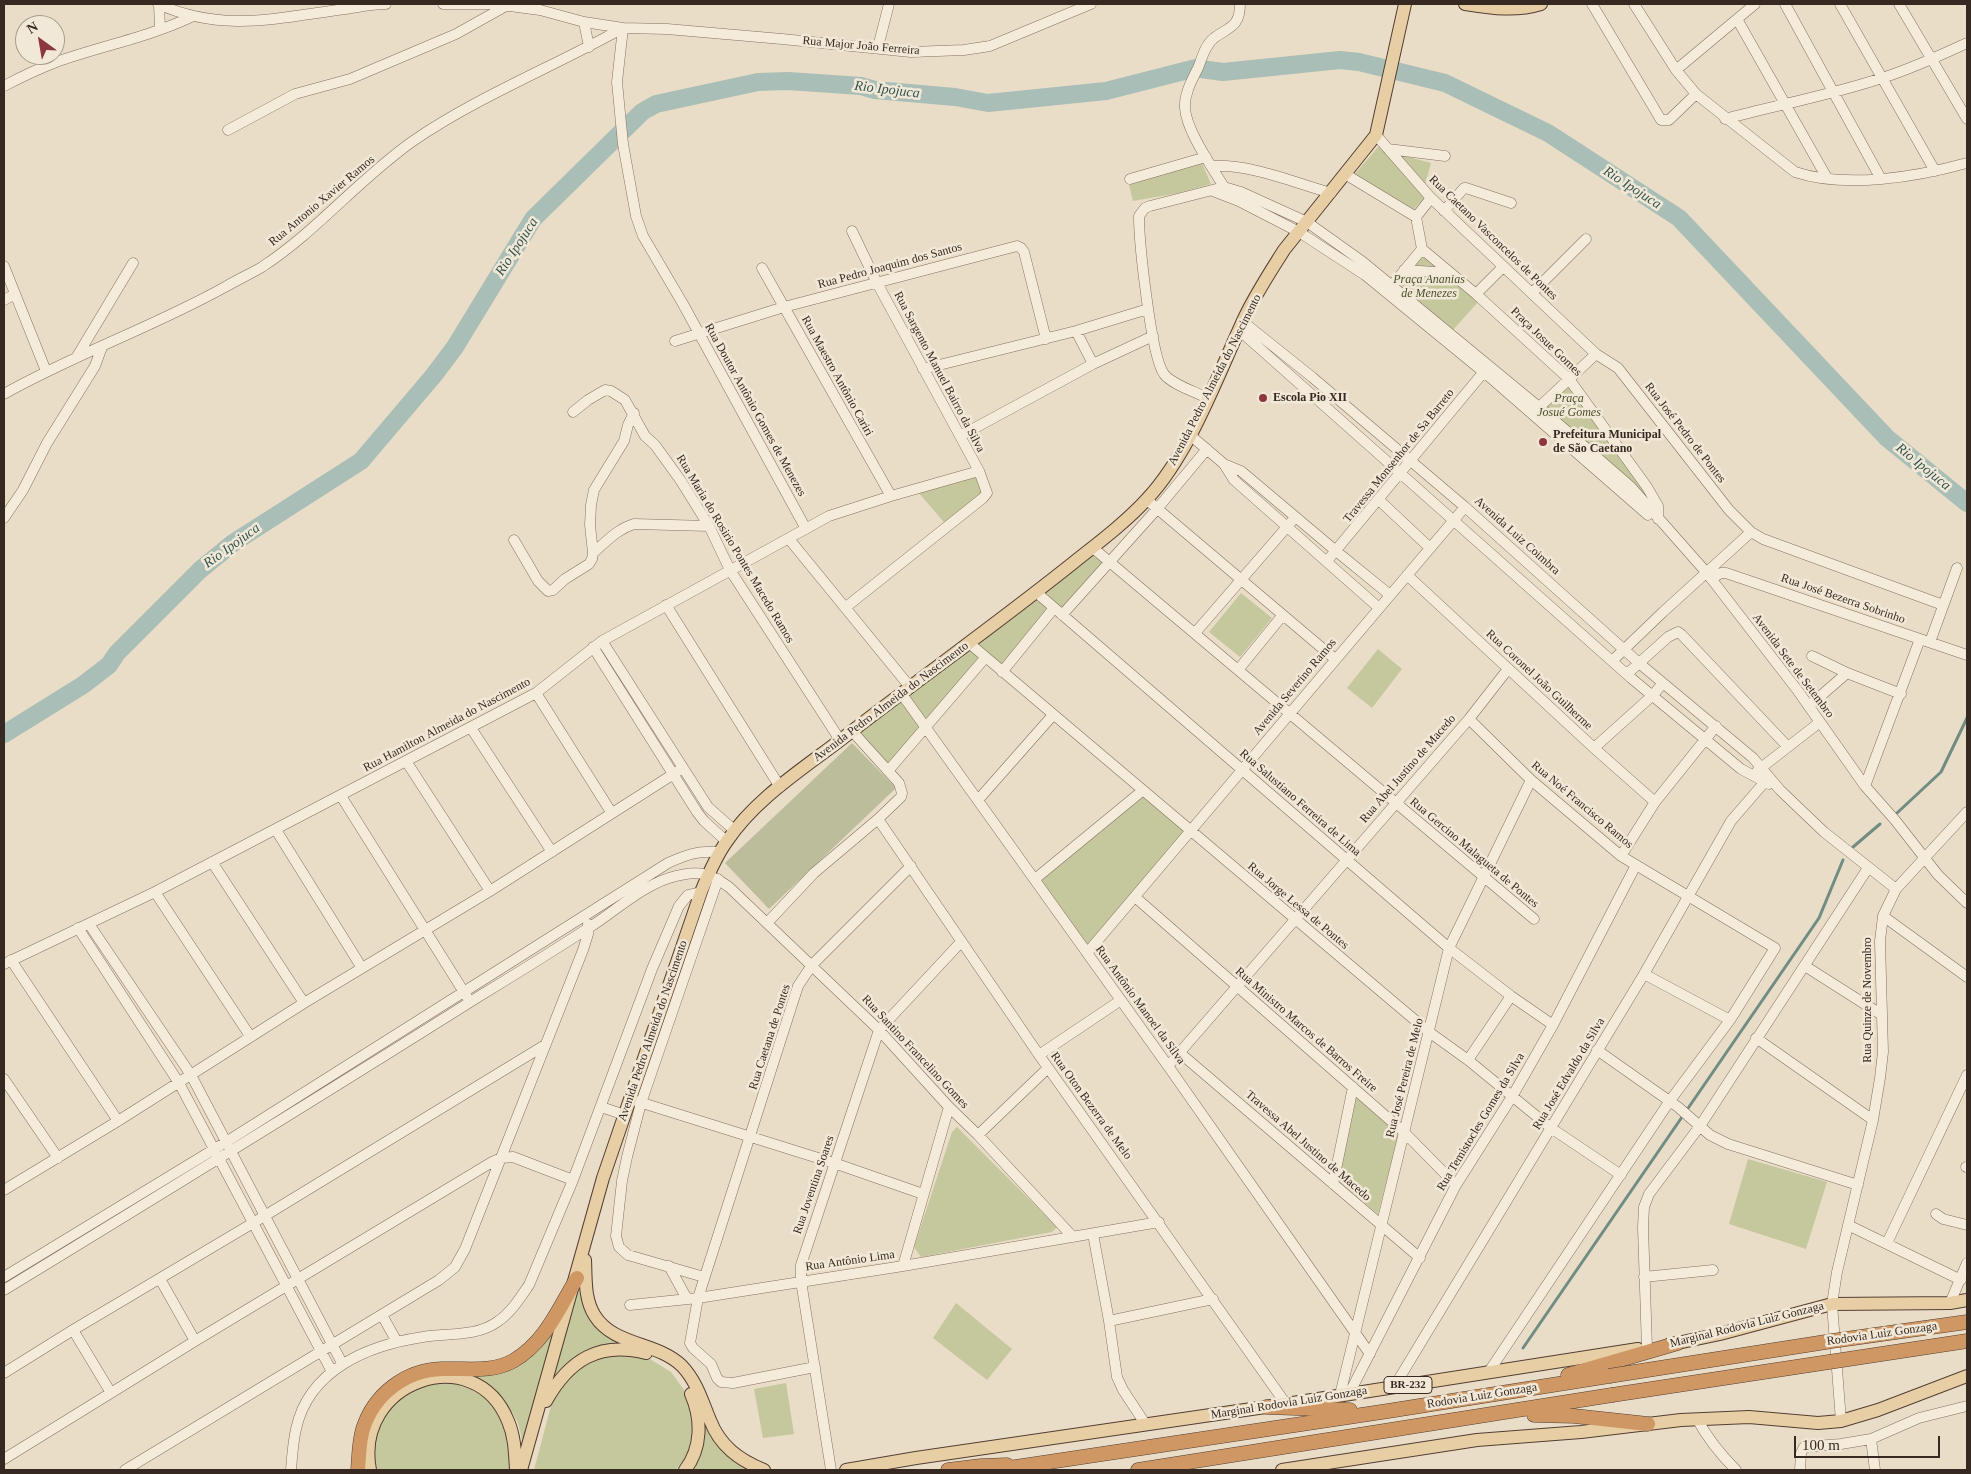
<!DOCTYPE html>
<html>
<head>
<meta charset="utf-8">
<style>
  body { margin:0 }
  #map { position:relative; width:1971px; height:1474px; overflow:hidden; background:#eaddc8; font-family:"Times New Roman",serif }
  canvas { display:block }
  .frame { position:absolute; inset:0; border:5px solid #362921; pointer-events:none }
  .north { position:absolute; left:15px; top:15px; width:50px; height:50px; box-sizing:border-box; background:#f2e8d7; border:1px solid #a79c8e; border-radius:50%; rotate:328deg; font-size:14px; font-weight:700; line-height:20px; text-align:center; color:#362921 }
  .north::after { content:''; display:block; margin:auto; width:18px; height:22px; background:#8c363d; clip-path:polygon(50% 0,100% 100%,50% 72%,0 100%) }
  .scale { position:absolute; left:1794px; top:1436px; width:146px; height:22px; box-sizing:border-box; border:2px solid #362921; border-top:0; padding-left:6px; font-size:15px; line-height:18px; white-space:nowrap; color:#362921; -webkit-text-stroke:4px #f2e8d7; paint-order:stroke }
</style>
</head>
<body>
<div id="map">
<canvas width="1971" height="1474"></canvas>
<div class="frame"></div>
<div class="north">N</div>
<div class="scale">100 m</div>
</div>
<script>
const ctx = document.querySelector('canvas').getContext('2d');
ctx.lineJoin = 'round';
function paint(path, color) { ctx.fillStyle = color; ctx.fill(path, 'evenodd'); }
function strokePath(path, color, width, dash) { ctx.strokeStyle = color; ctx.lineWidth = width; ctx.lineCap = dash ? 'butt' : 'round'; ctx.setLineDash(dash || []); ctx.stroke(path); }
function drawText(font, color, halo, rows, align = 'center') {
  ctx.font = font + ' "Times New Roman",serif'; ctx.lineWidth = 5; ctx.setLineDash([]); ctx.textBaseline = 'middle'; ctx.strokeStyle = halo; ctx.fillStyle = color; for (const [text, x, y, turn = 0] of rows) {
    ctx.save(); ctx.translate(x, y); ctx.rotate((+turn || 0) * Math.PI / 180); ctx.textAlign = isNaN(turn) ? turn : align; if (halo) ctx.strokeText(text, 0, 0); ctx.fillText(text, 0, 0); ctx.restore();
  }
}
paint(new Path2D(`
  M1379,146L1425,197L1412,211L1354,175Z
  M1394,153L1431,163L1425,185Z
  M1201,161L1211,184L1179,193L1133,201L1129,185Z
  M1422,254L1479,301L1452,331L1396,287Z
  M1569,377L1652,491L1642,500L1542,406Z
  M983,475L990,490L948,527L918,492Z
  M1092,544L1111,560L1064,615L1056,609L1001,670L987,659L888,771L852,731Z
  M1241,593L1272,618L1240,657L1209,632Z
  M1378,649L1402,669L1372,708L1347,688Z
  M1142,791L1190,831L1087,953L1035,879Z
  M1356,1097L1399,1133L1378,1214L1338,1181Z
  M957,1127L1057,1227L1052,1232L921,1257L914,1247L952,1132Z
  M1748,1159L1827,1182L1806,1249L1729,1224Z
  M581,1278L584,1304L634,1347C591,1343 580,1349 551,1381Z
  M956,1303L1012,1349L987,1380L933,1338Z
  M555,1331L523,1444C521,1436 520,1428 517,1421C507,1399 486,1383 464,1375L528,1357Z
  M614,1354L645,1356L671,1372L687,1394L694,1419L689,1451L676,1470H534L552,1402L572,1374L589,1361Z
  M451,1382L481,1392L500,1413L508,1439L511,1470H376C360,1437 391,1398 420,1384C428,1380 442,1382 451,1382Z
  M786,1383L794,1434L763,1438L754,1389Z
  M699,1402L752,1470H690Z`), '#c5c79d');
paint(new Path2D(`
  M852,743L896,788L769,909L725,863Z`), '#bcbd9b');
strokePath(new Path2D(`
  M1897,813L1941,772L1967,718
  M1853,847L1880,824
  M1523,1348L1819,918L1843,860`), '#708c83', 3);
strokePath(new Path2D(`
  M1201,69L1223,72L1340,60L1359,62L1445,83L1548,133L1679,218L1887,438L1967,503
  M4,734L83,685L109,665L117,653L200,570L233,543L361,461L434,375L455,347L533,219L642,112L656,104L758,82L788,81L861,86L875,90L955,97L988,103L1106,91L1196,68`), '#a9beb6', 18);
const minor = new Path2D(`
  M158,4C223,33 277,18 345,9C359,7 372,4 386,4
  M159,4L160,29
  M443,4H495L540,10L584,22L623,28L667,29L782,39L911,52L964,50L990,46L1091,4
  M1592,4L1661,120H1669L1696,94
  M1634,4L1676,70L1696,94L1795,172C1846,189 1916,177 1967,163
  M1785,4L1881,179
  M1840,4L1935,171
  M1899,4L1967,119
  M1737,19L1827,178
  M584,22L589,47
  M623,28L617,82L623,144L636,216L643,236L683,304L806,529
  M878,47L889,4
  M1676,70L1755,4
  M4,86C21,77 38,69 56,62C101,46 149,37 191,17
  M1725,119C1777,105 1831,95 1882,78C1911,69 1939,56 1967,43
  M228,130L295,94L350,79L456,34L506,6
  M1376,135L1431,198L1596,354L1618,368L1729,510L1751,532L1763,539L1943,605
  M1388,149L1445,156
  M1211,166C1252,164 1292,182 1331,193
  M1345,174L1416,217
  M1130,179L1206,157
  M1213,191L1239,201L1299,232L1365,275L1492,379L1648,515
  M1224,193V187C1212,167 1186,130 1185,108C1184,94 1192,80 1198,68C1202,58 1205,45 1214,38C1229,27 1240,27 1240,4
  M1444,211L1464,188H1466L1511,203
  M1422,249L1476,294L1569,379L1647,487L1658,506V519
  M1422,249L1416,217L1431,198
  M4,266L46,371
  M762,268L891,496
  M1404,270L1450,273
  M1389,289L1422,249
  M1532,293L1586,239
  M1476,294L1503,267
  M4,300L15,294
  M1242,321L1312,377L1465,507L1639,663L1753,758L1780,790L1824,832L1896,889
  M1239,330L1631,678L1741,769L1769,784
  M1076,331L1093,364
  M675,341L784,307L1017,246L1021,248L1024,252L1046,339
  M76,358L133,263
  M923,369L1076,331L1148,309
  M4,394C75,354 153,327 225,287C237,280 250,274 262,267C317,231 359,179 413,141C479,96 553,67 623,28
  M1207,398C1196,392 1171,384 1164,374C1151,357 1139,242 1139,216L1145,208L1150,206L1224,187L1241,192L1307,222L1363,262L1539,407L1631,487L1706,572L1798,691L1865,786L1895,820L1938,875L1967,903
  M1535,411L1596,354
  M573,412L588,400L605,390L611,391L625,400L645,436L655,445L681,481L709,526L730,570L840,740
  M1190,435L1224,464L1234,480L1379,608
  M960,436L1093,364L1153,336
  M1224,464L1241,471L1336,551L1390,595
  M1147,500L1335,659
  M1379,500L1430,548
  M4,518L23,490L47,443L95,366L102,347
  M789,539L910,687
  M514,540L538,581L548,591L553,590L565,579L589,564L592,559L593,553L590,525L591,505L594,490L624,441L628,425L634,413
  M1093,548L1534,919
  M593,553C606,542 617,529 634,524L709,526
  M1327,561L1487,368
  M1407,575L1594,748L1655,802
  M1711,579L1721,573H1726L1967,655
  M1037,593L1449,948L1511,996L1553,1025
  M666,605L780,787
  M846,607L983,498L987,493L979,471L877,283L852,231
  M1062,615L1157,509L1207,449
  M1195,633L1292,521
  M602,641L708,807L734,830
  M1930,642L1957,568
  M969,643L1429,1032L1468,1060L1551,1128L1621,1175
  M593,647L697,812L704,821L726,841
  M1812,656L1847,673L1901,694
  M1612,661L1663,612L1751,532
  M1238,670L1282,616
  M1002,672L1054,608
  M1627,674L1668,637L1678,632L1682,635L1788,747
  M536,693L611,812
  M901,693L1168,1066L1370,1354
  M1809,706L1847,673
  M1469,719L1531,780L1621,856L1775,948L1730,1020L1669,1102L1488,1373
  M471,728L552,852
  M1594,748L1653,695L1663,683
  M406,761L490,891
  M888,771L985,658
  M1757,771L1820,722
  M1865,786L1920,639
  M341,796L467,997
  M978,800L1053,715
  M878,819L1039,1055L1286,1404
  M276,830L362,968
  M1621,856L1655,802L1716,726
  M212,862L304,1003
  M1035,879L1142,791
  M155,892L250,1036
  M1135,897L1405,1133L1456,1185
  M1883,916L1967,977
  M767,923L814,873L878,819L901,797L902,793L899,783L852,731
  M89,924L191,1075L342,1363
  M78,928L179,1083L331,1370
  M1087,953L1465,507
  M11,960L118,1121
  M4,964L155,892L536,693L602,641L829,516L891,496L979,471
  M1805,966L1882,1015
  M1644,974L1730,1020
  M1756,1038L1873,1120
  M1597,1050L1678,1107L1710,1135L1728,1144L1858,1185
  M1180,1053L1420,1258
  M1039,1055L1121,1000
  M1468,1060L1511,996
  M1168,1066L1469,719L1508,669
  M4,1079L58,1158
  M636,1101L834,1163L923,1194
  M601,1107L625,1115
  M978,1135L1048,1068
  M1966,1167H1967
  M1333,1184L1353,1087
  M4,1190L118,1121L304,1003L490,891L683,768
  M1936,1214L1943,1219L1967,1225
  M1848,1225L1961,1280
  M1093,1234L1109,1321L1117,1377L1123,1390L1146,1425
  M1887,1243L1967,1075
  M669,1266L687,1299
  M903,1266L949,1107
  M4,1277L226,1142L668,863C688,854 697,851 719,852
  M704,1277L628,1255L619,1247L616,1236L622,1181L627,1157L641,1103L718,879
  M1644,1277L1713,1270
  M160,1279L195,1341
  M4,1290C163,1193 321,1096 478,997C516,974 553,951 590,927C615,911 641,887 669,878C695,870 707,871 729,887L879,1030L949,1107L978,1135L1073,1237
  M1950,1303L1967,1263
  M630,1305L698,1298L903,1266L1159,1222
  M382,1315L397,1342
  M1109,1321L1213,1299
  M73,1330L111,1393
  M1647,1348L1643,1227L1644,1207L1649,1194L1700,1126L1868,868
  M815,1367L733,1383L721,1382L717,1378L711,1364L693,1348L690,1343L698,1298L798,986L812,965L911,866
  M4,1373L73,1330L253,1223L545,1045
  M1394,1387L1644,974L1731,821L1769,777
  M1349,1394L1456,1185L1513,1095L1553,1025L1636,865
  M1340,1395L1449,948L1531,780
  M1697,1419C1708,1439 1720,1454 1736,1470
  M1841,1421L1832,1304L1837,1272L1873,1120L1880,1078L1883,1052L1880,941L1883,916L1896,889L1967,812
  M1871,1439L1875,1470
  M4,1459L195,1341L492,1162L501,1158L513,1157L573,1180
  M125,1470L439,1280L455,1267L465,1249L583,950L588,934V924
  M291,1470C292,1457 293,1442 296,1429C309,1369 369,1345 423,1337C447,1333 476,1337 497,1322C511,1313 520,1298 529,1285L573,1180L652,969L679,906L688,895L701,892
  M831,1470L801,1281V1265L879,1030L961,942
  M1800,1470L1801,1453L1804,1447L1841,1444L1871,1439L1919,1418L1967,1406`);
const major = new Path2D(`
  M1465,4C1491,8 1515,12 1541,4
  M585,1260C586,1278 584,1299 595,1316C614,1346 658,1342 682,1366C697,1382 702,1401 710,1420C720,1446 739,1460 764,1470
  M1668,1345L1720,1334L1832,1304L1950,1303L1967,1300
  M546,1401C569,1360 599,1341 646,1353
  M370,1470C353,1381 475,1339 508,1421C515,1437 515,1454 516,1470
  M521,1470L603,1178L701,892C708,875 716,856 727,841C756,798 803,769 843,738C919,679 998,623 1073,563C1098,543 1125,523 1147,499C1189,454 1216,380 1242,323C1253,298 1269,274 1284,250L1376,135L1405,4
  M685,1470C702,1448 702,1419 691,1394
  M846,1470L916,1458L1286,1404L1638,1349
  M1282,1470L1477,1440L1581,1432L1681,1420L1749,1417L1818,1423L1841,1421L1878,1410L1967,1376`);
const highway = new Path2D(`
  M1568,1375L1678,1343
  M1266,1407L1350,1410
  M1534,1415L1574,1416L1648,1424
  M358,1470C359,1457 359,1442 363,1429C374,1394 406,1370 442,1369C467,1368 491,1373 513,1361C545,1343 559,1308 577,1278
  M948,1470L981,1466L1007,1465
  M996,1470L1388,1411L1609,1376
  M1138,1470L1612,1395`);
strokePath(minor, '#84705f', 11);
strokePath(major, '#523f33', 14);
strokePath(highway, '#523f33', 15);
strokePath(minor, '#f5ebdb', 10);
strokePath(major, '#e8cea5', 12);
strokePath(highway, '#cf9763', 14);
const highwayBridge = new Path2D(`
  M1609,1376L1832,1341L1967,1322
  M1612,1395L1967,1341`);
strokePath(highwayBridge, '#523f33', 15, []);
strokePath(highwayBridge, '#cf9763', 14);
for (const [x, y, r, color] of [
  [1263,398,5,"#8c363d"],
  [1543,442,5,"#8c363d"]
]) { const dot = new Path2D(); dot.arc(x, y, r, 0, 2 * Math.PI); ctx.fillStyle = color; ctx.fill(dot); strokePath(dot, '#f2e8d7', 2); }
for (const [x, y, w] of [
  [1408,1385,48]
]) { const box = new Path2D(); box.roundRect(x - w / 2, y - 8.5, w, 17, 4); ctx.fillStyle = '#f2e8d7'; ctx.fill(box); strokePath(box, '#362921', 1); }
drawText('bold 11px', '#362921', null, [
  ["BR-232",1408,1385]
]);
drawText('12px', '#362921', '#f2e8d7', [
  ["Rua Major João Ferreira",861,46,5],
  ["Rua Antonio Xavier Ramos",322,201,-40],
  ["Rua Caetano Vasconcelos de Pontes",1493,238,44],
  ["Rua Pedro Joaquim dos Santos",890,266,-15],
  ["Praça Josue Gomes",1546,342,44],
  ["Rua Sargento Manuel Bairro da Silva",939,372,62],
  ["Rua Maestro Antônio Cariri",837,376,61],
  ["Avenida Pedro Almeida do Nascimento",1215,380,-63],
  ["Rua Doutor Antônio Gomes de Menezes",755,410,61],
  ["Rua José Pedro de Pontes",1685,433,52],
  ["Travessa Monsenhor de Sa Barreto",1399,456,-51],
  ["Avenida Luiz Coimbra",1517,536,42],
  ["Rua Maria do Rosirio Pontes Macedo Ramos",735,549,59],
  ["Rua José Bezerra Sobrinho",1843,599,19],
  ["Avenida Sete de Setembro",1793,666,53],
  ["Rua Coronel João Guilherme",1539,680,43],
  ["Avenida Severino Ramos",1295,687,-50],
  ["Avenida Pedro Almeida do Nascimento",891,702,-37],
  ["Rua Hamilton Almeida do Nascimento",447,725,-28],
  ["Rua Abel Justino de Macedo",1408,769,-49],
  ["Rua Salustiano Ferreira de Lima",1300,803,41],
  ["Rua Noé Francisco Ramos",1582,805,40],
  ["Rua Gercino Malagueta de Pontes",1474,853,40],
  ["Rua Jorge Lessa de Pontes",1298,906,40],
  ["Rua Quinze de Novembro",1868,1000,-90],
  ["Rua Antônio Manoel da Silva",1140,1005,54],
  ["Rua Ministro Marcos de Barros Freire",1306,1030,41],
  ["Avenida Pedro Almeida do Nascimento",653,1031,-71],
  ["Rua Caetana de Pontes",770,1037,-72],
  ["Rua Santino Francelino Gomes",915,1052,47],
  ["Rua José Edvaldo da Silva",1569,1074,-59],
  ["Rua José Pereira de Melo",1405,1078,-76],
  ["Rua Oton Bezerra de Melo",1091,1106,54],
  ["Rua Temistocles Gomes da Silva",1481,1122,-59],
  ["Travessa Abel Justino de Macedo",1308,1146,41],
  ["Rua Joventina Soares",814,1185,-71],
  ["Rua Antônio Lima",850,1261,-8],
  ["Marginal Rodovia Luiz Gonzaga",1747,1325,-14],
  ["Rodovia Luiz Gonzaga",1882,1334,-8],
  ["Rodovia Luiz Gonzaga",1482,1396,-9],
  ["Marginal Rodovia Luiz Gonzaga",1289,1403,-9]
]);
drawText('italic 12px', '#4a502a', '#f2e8d7', [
  ["Praça Ananias",1429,280],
  ["de Menezes",1429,294],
  ["Praça",1569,399],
  ["Josué Gomes",1569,413]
]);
drawText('bold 12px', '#362921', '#f2e8d7', [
  ["Escola Pio XII",1273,398],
  ["Prefeitura Municipal",1553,435],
  ["de São Caetano",1553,449]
], 'left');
drawText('italic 14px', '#32544f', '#f2e8d7', [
  ["Rio Ipojuca",887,90,7],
  ["Rio Ipojuca",1632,188,33],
  ["Rio Ipojuca",517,247,-57],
  ["Rio Ipojuca",1923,467,39],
  ["Rio Ipojuca",232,546,-36]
]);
</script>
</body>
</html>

Problem to solve >> Beginning with the line containing "M948,1470L981,1466L1007,1465" and ending with the line containing "2 * Math.PI);", extract those lines exactly from the listing above, and only those.

Response >>
  M948,1470L981,1466L1007,1465
  M996,1470L1388,1411L1609,1376
  M1138,1470L1612,1395`);
strokePath(minor, '#84705f', 11);
strokePath(major, '#523f33', 14);
strokePath(highway, '#523f33', 15);
strokePath(minor, '#f5ebdb', 10);
strokePath(major, '#e8cea5', 12);
strokePath(highway, '#cf9763', 14);
const highwayBridge = new Path2D(`
  M1609,1376L1832,1341L1967,1322
  M1612,1395L1967,1341`);
strokePath(highwayBridge, '#523f33', 15, []);
strokePath(highwayBridge, '#cf9763', 14);
for (const [x, y, r, color] of [
  [1263,398,5,"#8c363d"],
  [1543,442,5,"#8c363d"]
]) { const dot = new Path2D(); dot.arc(x, y, r, 0, 2 * Math.PI); ctx.fillStyle = color; ctx.fill(dot); strokePath(dot, '#f2e8d7', 2); }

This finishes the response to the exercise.